Concepting & Forming the Vision
Me and my team (12 people as of now) were tasked to create a open world snow mobile driving game. With the major reference we got to work with being the game Steep.
I never really experienced our reference games, just like most of the designers of our team. I created 2 Player Persona’s at the beginning of the planning phase by researching player steam reviews, reddit discussions and reviews by major outlets from the games we used as references. This was mainly Steep and Forza 4 Horizon.
Designing and Prototyping Gameplay UI
Time Trail Start
Accepted Main Objective
Mission Pop-up
I started with designing and prototyping the mission UI. We planned on having a narrative but not any voice acting so I designed the menu’s in a way to have space for mission narratives. I should’ve spend a bit longer on creating a seed for the UI because there was zero personality or appeal in these first few iterations.
Before we scoped back, our macro gameplay loop had a lot of different types of rewards, so I designed the reward screen with a bit more personality and make it big enough to have the player able to view all rewards. During development however we limited mission rewards to being able to unlock new missions, so I simplified the design to reflect this better. This would allow the player to continue moving as viewing the rewards was unnecessary.
Because our missions are mainly drive from point A to point B we added cinematics to show where the player needs to drive to. This made it possible to show the narrative with small subtitles at the bottom while the camera is showing where to go.
This gave us the opportunity to have a slicker design in the top left for the UI information.
The Compass (HUD)
My role in the team was UI/UX Technical Designer. This meant that I was in charge of both designing and programming all the UI elements.
The compass was originally a very basic component and purely a companion piece to the Map feature, so it would only have the basic rotation. Because of scope reasons we had to cut the map, this required us to expand the compass so we could have the player locate all the missions easily.
The compass quickly became my main focus of the remaining time of development. This mainly included:
- Have a scrolling image at the top of the HUD.
- Translating the 3D location of missions to 2D images relative to the player position.
- Having close by missions be bigger with text below it showing how far away it is.
- Switch off mission starts when starting a mission.
- Have the active next checkpoint always available on the compass and stick to the side of the compass.
- Have mission types separated by different icons.
- Only have the 16 closest missions available on the compass at any given time.
- Have already beaten time trails be showcased by a grayed out icon.
Compass Development Progress
UI Button Prompts (HUD)
For onboarding reasons we wanted some pop-up windows teaching the players the controls while playing the game.
These tutorial windows could mix both normal text and images. Just showing images is easy, but we made it controller sensitive, changing the image depending on the last used control method.
Main Menu Screens
I worked on getting all the menu’s working in game except the pause menu which was created by a different designer.
Credits
Loading Screen
Title Screen
I did do some work on the snow mobile customization screen before the other designer took over. This shows a preview of the skin in real time while the model spins in place.
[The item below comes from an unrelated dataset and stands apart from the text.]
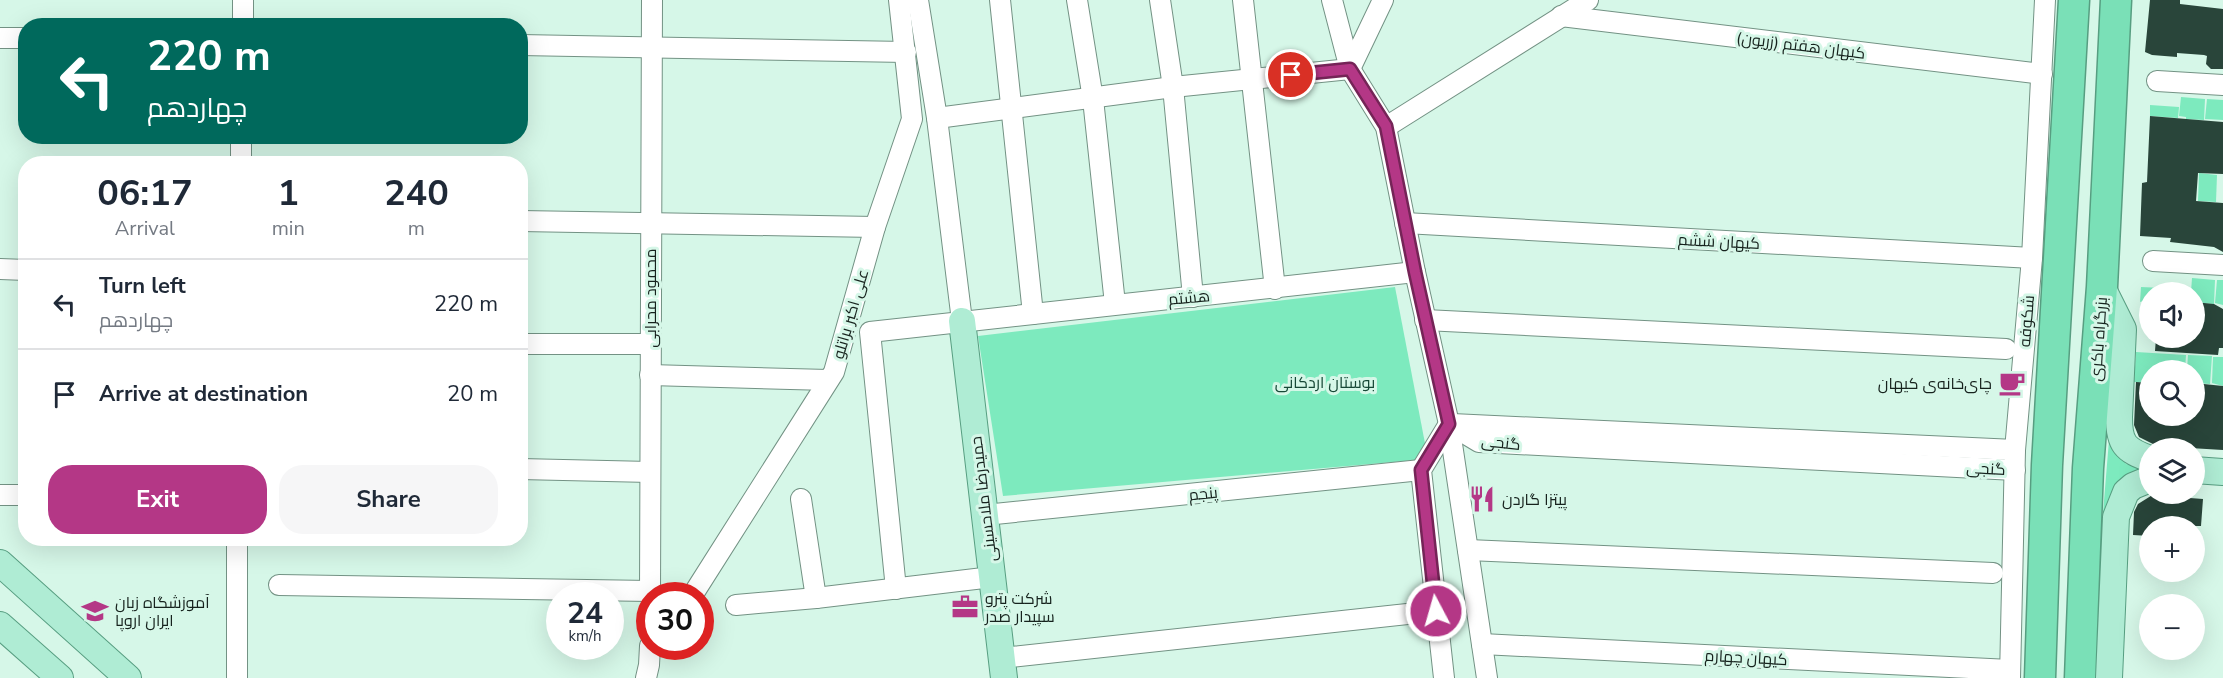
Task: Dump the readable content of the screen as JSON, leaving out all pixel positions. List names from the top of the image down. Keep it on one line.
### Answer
{"streets":{"highway":["بزرگراه باکری"],"main road":["حمیدرضا ملاحسینی"],"street":["کیهان هفتم (زریون)","کیهان ششم","هشتم","محمود محرابی","علی اکبر براتلو","شکوفه","گنجی","پنجم","کیهان چهارم"]},"crossings":[["کیهان هفتم (زریون)","شکوفه"],["کیهان ششم","شکوفه"],["هشتم","حمیدرضا ملاحسینی"],["شکوفه","گنجی"],["شکوفه","کیهان چهارم"],["پنجم","حمیدرضا ملاحسینی"]],"parks":["بوستان اردکانی"],"places":{"cafe":["چای‌خانه‌ی کیهان"],"restaurant":["پیتزا گاردن"],"office":["شرکت پترو سپیدار صدر"],"school or university":["آموزشگاه زبان ایران اروپا"]},"page":{"turn":["220 m","چهاردهم"],"eta":["06:17","Arrival","1","min","240","m"],"list":[{"name":"Turn left","note":"چهاردهم","value":"220 m"},{"name":"Arrive at destination","value":"20 m"}],"map_buttons":["+","−"],"buttons":["Exit","Share"],"speed":"24 km/h","limit":"30"}}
We originally planned on having skins be given as mission rewards but scrapped this feature as we didn’t have time to create that many unique skins.
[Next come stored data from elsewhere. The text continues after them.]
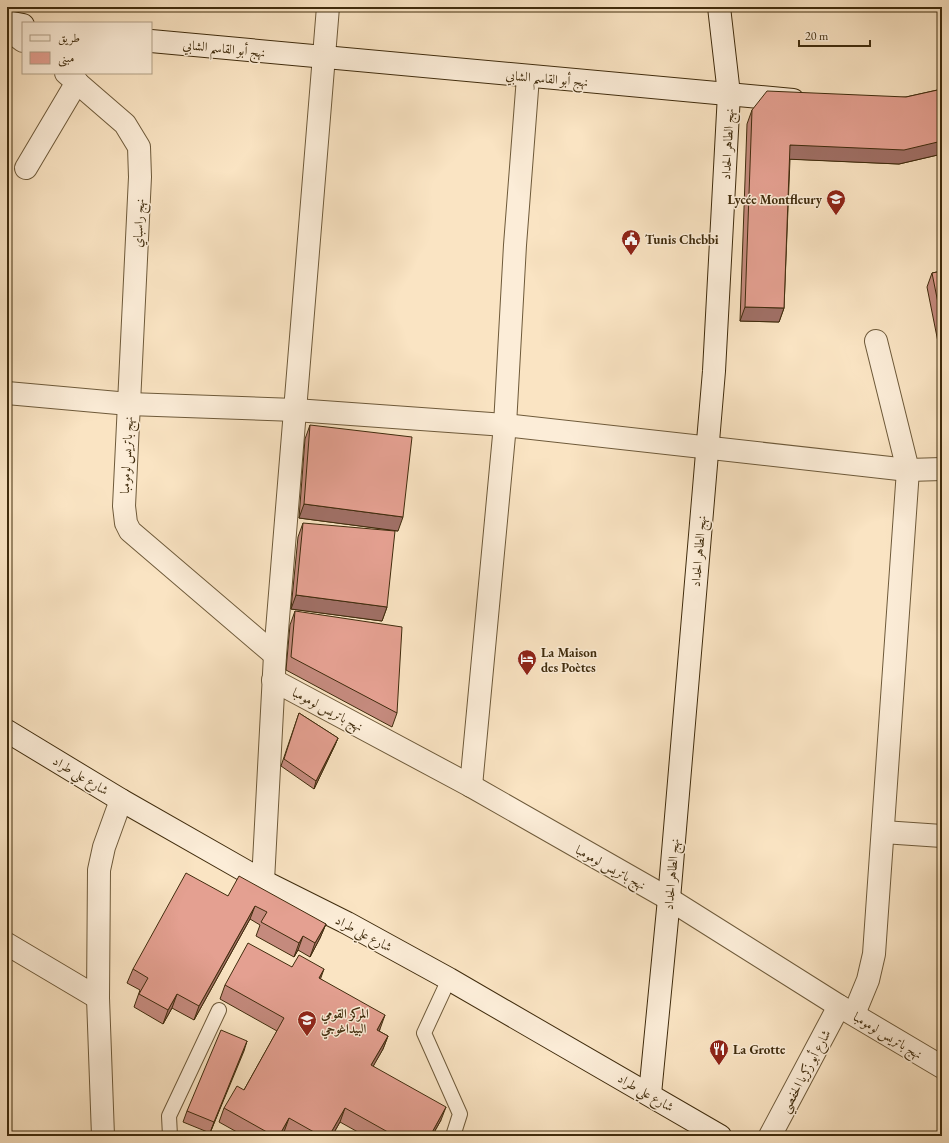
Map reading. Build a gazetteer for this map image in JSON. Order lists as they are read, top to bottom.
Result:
{
  "streets": {
    "street": [
      "نهج أبو القاسم الشابي",
      "نهج الطاهر الحداد",
      "نهج راسباي",
      "نهج باتريس لومومبا",
      "شارع علي طراد",
      "شارع أبو زكريا الحفصي"
    ]
  },
  "crossings": [
    ["نهج أبو القاسم الشابي", "نهج الطاهر الحداد"],
    ["نهج الطاهر الحداد", "نهج باتريس لومومبا"],
    ["نهج الطاهر الحداد", "شارع علي طراد"],
    ["نهج راسباي", "نهج باتريس لومومبا"],
    ["نهج باتريس لومومبا", "شارع أبو زكريا الحفصي"]
  ],
  "places": {
    "school or university": ["Lycée Montfleury", "المركز القومي البيداغوجي"],
    "public building": ["Tunis Chebbi"],
    "hotel": ["La Maison des Poètes"],
    "restaurant": ["La Grotte"]
  },
  "legend": ["طريق", "مبنى"],
  "scale_bar": "20 m"
}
To create this effect I spawned a cube below the map with the model inside while a camera rotates around it.
A feature that is missing in the current version of the game which we sadly had to cut was a screen to view your progress. This would’ve had all the missions, time trials and achievements on it to keep track of your progress. As I was busy working on the gameplay UI/UX like the HUD (mainly the compass), a different designer worked on the pause screen and didn’t have enough time to implement a similar screen to this sadly.
Another feature that was cut was a progress bar showing how much money you still needed to beat the game. This feature was cut because of the changes to the progression system not having money rewards from missions anymore.
Closing Thoughts
I’m very happy with the work I did on this game. As the main UI/UX designer I still see some major issues within the UX like not being able to track your progress which makes the player drive aimlessly without a clear purpose. The main problem I see is not having a map, over relying on the compass makes players travel to their objectives in a straight line from point A to B which can only really be fixed by having either a mini-map or regular map, but this was sadly not feasible within the scope of creating all these features within a year.